Nvidia CEO Jensen Huang was again at the center of Computex, Asia's largest IT and computing trade show, this year. Crowds flocked wherever he appeared, and global reporters followed. But what we confirmed on the ground was not just Jensen Huang's personal influence. Nvidia's artificial intelligence (AI) chips are produced by Taiwan Semiconductor Manufacturing Co. (TSMC), and many of the servers equipped with them are also made by Taiwanese corporations. Behind Jensen Huang's presence was Taiwan's semiconductor ecosystem, positioned at the heart of the global AI supply chain.

When talking about Taiwanese semiconductors, the first corporation that comes to mind is TSMC. TSMC's role in the global AI Semiconductor supply chain is overwhelming. However, the competitiveness of Taiwan confirmed at this Computex was hard to explain with just a single corporation. Across Nangang Exhibition Center were packaging corporations such as ASE, substrate companies like Unimicron, and server manufacturers such as Foxconn, Quanta, and Wistron. Their fields were different, but they were ultimately tightly linked as one supply chain.

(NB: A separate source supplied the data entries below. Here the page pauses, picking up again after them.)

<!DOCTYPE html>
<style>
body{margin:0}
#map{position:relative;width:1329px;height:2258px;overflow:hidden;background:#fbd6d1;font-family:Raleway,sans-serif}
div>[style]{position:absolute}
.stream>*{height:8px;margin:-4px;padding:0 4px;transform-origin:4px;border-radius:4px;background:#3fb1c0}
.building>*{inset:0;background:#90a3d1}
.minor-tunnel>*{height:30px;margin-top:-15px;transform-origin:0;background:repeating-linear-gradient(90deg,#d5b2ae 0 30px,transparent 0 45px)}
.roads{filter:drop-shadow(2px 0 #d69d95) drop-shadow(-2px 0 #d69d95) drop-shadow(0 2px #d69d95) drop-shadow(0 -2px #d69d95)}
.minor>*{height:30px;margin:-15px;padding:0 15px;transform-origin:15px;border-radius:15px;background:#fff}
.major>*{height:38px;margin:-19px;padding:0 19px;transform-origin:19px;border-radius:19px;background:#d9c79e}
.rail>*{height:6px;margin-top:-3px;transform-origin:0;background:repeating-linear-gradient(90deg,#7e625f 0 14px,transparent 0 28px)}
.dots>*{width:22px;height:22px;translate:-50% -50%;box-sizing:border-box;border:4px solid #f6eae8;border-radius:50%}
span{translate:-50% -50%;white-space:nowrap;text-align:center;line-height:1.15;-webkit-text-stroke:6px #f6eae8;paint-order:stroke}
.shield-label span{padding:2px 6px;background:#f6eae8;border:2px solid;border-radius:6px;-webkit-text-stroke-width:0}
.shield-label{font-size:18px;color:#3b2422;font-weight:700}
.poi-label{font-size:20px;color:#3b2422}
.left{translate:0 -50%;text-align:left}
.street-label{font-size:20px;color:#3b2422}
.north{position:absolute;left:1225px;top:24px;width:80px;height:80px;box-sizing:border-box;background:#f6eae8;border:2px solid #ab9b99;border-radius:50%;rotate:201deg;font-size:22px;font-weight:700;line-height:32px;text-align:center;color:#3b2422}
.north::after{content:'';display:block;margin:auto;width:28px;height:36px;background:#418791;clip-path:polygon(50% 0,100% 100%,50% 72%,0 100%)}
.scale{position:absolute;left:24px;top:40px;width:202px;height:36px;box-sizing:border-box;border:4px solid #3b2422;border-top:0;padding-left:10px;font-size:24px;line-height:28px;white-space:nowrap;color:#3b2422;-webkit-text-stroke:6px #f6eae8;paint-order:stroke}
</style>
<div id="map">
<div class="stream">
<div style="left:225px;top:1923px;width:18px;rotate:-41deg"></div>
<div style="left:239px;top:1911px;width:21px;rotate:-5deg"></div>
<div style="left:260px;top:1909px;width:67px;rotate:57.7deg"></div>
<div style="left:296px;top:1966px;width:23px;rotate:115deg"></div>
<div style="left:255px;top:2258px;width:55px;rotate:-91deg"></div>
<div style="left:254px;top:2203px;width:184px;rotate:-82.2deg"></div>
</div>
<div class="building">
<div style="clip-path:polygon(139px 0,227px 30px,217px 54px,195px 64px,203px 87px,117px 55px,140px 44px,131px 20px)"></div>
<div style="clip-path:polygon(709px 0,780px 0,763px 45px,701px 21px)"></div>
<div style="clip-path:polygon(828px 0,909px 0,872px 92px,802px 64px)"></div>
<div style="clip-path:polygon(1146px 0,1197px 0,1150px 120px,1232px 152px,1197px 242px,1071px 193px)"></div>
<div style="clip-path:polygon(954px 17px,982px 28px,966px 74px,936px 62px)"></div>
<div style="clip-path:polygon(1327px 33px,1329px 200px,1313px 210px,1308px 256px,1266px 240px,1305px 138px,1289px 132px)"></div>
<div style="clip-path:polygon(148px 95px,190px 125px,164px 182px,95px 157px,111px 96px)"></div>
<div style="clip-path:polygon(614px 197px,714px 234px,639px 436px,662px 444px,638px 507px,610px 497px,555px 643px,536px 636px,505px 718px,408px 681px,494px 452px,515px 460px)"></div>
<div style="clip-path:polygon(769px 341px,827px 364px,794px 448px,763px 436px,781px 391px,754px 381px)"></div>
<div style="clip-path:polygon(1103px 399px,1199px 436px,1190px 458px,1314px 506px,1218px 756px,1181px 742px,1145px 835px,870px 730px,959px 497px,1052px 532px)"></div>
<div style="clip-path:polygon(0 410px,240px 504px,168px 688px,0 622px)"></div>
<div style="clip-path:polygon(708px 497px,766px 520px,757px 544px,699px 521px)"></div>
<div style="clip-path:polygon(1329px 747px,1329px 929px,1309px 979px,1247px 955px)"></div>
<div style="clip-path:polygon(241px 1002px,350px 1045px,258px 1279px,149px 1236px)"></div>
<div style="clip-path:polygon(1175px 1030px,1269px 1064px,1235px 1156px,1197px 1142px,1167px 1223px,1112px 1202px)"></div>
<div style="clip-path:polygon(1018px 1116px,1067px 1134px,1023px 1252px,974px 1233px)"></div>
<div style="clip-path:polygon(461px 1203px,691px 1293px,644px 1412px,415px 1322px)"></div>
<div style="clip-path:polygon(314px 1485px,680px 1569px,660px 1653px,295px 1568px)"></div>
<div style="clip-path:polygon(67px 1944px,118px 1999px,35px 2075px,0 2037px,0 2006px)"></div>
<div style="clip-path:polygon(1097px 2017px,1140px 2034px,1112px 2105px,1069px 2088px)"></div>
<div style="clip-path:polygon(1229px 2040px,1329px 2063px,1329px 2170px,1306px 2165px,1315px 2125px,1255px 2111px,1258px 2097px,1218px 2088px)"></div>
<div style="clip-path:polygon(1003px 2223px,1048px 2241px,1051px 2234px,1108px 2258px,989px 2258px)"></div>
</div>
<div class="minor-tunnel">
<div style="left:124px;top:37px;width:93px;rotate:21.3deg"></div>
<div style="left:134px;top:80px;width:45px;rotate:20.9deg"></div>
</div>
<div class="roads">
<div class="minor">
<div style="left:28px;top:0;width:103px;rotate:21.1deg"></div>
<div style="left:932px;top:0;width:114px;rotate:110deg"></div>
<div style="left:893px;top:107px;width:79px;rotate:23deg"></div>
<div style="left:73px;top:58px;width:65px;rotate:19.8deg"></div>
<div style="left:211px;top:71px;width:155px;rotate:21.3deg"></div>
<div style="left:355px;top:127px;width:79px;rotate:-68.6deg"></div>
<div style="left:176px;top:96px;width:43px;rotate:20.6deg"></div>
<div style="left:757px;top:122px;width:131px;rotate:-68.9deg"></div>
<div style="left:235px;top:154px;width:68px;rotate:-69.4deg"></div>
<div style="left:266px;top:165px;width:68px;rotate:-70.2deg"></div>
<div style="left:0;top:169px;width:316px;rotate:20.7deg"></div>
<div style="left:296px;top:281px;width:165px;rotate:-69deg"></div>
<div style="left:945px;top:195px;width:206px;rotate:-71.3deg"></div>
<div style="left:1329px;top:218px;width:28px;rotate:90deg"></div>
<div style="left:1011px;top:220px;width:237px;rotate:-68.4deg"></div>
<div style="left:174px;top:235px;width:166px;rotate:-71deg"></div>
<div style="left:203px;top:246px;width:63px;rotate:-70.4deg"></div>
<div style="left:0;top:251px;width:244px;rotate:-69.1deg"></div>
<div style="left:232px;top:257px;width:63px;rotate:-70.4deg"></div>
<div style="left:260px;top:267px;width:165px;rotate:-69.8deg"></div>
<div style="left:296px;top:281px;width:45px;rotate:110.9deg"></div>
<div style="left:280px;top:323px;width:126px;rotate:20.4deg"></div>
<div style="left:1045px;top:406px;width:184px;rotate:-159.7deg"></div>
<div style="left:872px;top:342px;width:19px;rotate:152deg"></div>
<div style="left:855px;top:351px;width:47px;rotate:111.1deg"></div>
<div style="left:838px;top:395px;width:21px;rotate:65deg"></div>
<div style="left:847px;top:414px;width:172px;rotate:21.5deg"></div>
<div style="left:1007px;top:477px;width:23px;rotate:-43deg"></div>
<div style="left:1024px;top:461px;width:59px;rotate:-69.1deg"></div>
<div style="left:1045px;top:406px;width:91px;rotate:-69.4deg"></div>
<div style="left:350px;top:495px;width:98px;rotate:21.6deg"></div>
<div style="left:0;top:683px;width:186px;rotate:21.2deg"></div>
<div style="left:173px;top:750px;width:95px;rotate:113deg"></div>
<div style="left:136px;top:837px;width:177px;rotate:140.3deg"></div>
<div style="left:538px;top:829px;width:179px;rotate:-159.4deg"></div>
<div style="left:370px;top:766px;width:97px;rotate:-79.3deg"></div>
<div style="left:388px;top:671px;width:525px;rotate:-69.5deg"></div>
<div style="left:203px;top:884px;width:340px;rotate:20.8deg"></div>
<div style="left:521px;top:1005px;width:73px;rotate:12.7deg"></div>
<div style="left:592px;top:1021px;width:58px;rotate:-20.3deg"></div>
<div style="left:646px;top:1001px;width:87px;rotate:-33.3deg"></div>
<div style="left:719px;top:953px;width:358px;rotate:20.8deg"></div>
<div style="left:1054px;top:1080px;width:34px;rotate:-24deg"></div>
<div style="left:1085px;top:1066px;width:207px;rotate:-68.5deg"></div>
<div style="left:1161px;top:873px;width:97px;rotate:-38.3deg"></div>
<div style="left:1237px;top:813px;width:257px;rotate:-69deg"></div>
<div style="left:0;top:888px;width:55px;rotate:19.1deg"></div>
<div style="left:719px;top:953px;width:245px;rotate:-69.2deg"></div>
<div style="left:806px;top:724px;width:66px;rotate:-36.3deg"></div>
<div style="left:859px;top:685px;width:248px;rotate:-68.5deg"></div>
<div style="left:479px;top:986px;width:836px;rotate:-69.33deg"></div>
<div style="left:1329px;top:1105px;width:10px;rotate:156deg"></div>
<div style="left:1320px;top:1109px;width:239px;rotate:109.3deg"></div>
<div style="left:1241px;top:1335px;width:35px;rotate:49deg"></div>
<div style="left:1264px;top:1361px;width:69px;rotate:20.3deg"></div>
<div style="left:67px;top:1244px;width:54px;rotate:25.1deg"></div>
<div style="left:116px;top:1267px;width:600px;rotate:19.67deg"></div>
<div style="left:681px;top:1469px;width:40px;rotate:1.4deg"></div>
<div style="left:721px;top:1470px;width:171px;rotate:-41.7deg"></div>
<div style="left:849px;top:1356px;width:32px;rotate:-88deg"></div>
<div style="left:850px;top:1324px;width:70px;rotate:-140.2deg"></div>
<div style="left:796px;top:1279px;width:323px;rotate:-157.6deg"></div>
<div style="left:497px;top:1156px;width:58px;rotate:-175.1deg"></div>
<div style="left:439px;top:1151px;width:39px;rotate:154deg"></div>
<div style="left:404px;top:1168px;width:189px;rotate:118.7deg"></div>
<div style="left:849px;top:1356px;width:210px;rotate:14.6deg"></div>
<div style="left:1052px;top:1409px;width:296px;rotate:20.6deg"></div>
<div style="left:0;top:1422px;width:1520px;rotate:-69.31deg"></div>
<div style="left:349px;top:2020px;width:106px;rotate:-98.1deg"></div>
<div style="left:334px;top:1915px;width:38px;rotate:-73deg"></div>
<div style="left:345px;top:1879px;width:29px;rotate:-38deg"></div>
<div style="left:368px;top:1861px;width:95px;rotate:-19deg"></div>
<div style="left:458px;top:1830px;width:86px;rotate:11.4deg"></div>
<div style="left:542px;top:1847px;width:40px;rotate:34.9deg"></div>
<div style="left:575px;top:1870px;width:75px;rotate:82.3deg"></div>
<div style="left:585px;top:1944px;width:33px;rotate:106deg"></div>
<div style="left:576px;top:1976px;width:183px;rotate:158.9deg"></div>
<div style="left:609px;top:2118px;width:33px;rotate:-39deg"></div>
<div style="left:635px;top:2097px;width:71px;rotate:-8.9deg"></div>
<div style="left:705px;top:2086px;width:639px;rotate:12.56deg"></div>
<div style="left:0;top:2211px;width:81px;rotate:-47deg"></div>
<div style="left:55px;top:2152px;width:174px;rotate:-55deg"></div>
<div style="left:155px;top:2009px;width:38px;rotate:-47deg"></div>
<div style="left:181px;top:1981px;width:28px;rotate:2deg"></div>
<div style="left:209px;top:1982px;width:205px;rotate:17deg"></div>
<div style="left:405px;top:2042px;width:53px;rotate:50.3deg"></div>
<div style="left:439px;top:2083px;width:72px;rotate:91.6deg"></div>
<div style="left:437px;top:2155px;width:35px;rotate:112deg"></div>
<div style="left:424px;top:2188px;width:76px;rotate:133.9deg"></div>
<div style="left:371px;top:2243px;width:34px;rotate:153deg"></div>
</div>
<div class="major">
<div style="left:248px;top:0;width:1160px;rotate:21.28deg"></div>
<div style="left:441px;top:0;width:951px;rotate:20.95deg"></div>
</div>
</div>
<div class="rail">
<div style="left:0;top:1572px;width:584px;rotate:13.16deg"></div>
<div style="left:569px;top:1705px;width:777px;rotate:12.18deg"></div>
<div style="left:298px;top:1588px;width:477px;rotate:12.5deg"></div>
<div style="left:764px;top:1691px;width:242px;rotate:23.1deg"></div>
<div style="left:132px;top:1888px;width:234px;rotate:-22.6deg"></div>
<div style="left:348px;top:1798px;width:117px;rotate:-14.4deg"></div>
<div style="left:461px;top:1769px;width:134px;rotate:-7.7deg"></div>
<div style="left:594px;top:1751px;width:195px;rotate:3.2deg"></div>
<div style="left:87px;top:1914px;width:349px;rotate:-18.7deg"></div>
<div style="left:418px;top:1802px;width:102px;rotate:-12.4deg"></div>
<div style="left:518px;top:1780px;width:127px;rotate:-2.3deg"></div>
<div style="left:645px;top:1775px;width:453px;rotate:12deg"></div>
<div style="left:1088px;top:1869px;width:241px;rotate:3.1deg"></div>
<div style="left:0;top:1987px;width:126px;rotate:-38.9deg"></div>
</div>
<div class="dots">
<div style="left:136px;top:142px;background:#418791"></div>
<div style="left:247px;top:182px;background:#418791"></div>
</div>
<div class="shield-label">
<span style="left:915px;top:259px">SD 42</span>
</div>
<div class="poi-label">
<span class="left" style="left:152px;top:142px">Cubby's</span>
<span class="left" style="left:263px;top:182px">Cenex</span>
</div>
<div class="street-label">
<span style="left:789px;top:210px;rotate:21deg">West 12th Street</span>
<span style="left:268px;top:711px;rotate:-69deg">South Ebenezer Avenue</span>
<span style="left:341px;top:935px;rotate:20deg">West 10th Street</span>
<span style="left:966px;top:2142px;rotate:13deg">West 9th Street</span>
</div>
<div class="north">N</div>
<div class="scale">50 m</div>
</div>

What stood out in particular were the back-end process and AI infrastructure. In the semiconductor industry, the importance of advanced packaging is growing rapidly. As it becomes harder to keep improving performance through process scaling alone, chip interconnect technology and thermal management capabilities have emerged as new strengths. At Computex, corporations featuring advanced packaging and liquid cooling technologies occupied prime exhibition space. At the forefront of a show once centered on PCs were AI servers, packaging, and cooling technologies. It was a snapshot showing that the scope of semiconductor competition is expanding beyond the chip itself to the entire system.

Taiwan's strength lay in the supply chain itself, beyond any single corporation. Centered on TSMC, packaging, substrates, server manufacturing, and electronic component corporations have grown together to build a dense ecosystem. AI Semiconductor is not complete with design and production alone. Only when packaging, substrates, and server manufacturing are organically linked does it become a single product. Taiwan's advantage is that the corporations needed for this process are clustered in one place. The reason global Big Tech corporations come to Taiwan is not just the technical prowess of individual companies. It is because Taiwan has the industrial base where all the partners needed for mass production can be met in one place.

This is also the backdrop for Computex's elevated status. Once a PC parts show, Computex has transformed into an event where CEOs of global semiconductor corporations such as Nvidia, AMD, Qualcomm, and Intel gather. It is the result of Taiwan concentrating the core value chain from AI Semiconductor production to packaging and server manufacturing. At the root of Computex's rise as a signature industry event of the AI era is, ultimately, Taiwan's ecosystem.

Korea has world-class semiconductor corporations in Samsung Electronics and SK hynix. It is particularly unrivaled in memory. Taiwan is similar in that it moves around a dominant leader, TSMC. The decisive difference, however, is that packaging, substrates, and server manufacturing corporations closely support it. If Korean semiconductors have led the market with the singular competitiveness of individual corporations, Taiwan has cultivated the connectivity and division of labor across the entire supply chain as its strength.

Throughout Computex, Jensen Huang and global Big Tech corporations drew attention, but what ultimately brought them to Taiwan was the Taiwanese supply chain that filled Nangang Exhibition Center. In the AI Semiconductor market, leadership is no longer maintained by design assets or process scaling technology alone. Competitiveness is only complete when the entire process—making chips, packaging them, and finishing with server systems—meshes organically. A supply chain that starts with TSMC and extends through packaging, substrates, and server manufacturing. This Computex was a site that showed where the strength of Taiwan's semiconductor industry comes from.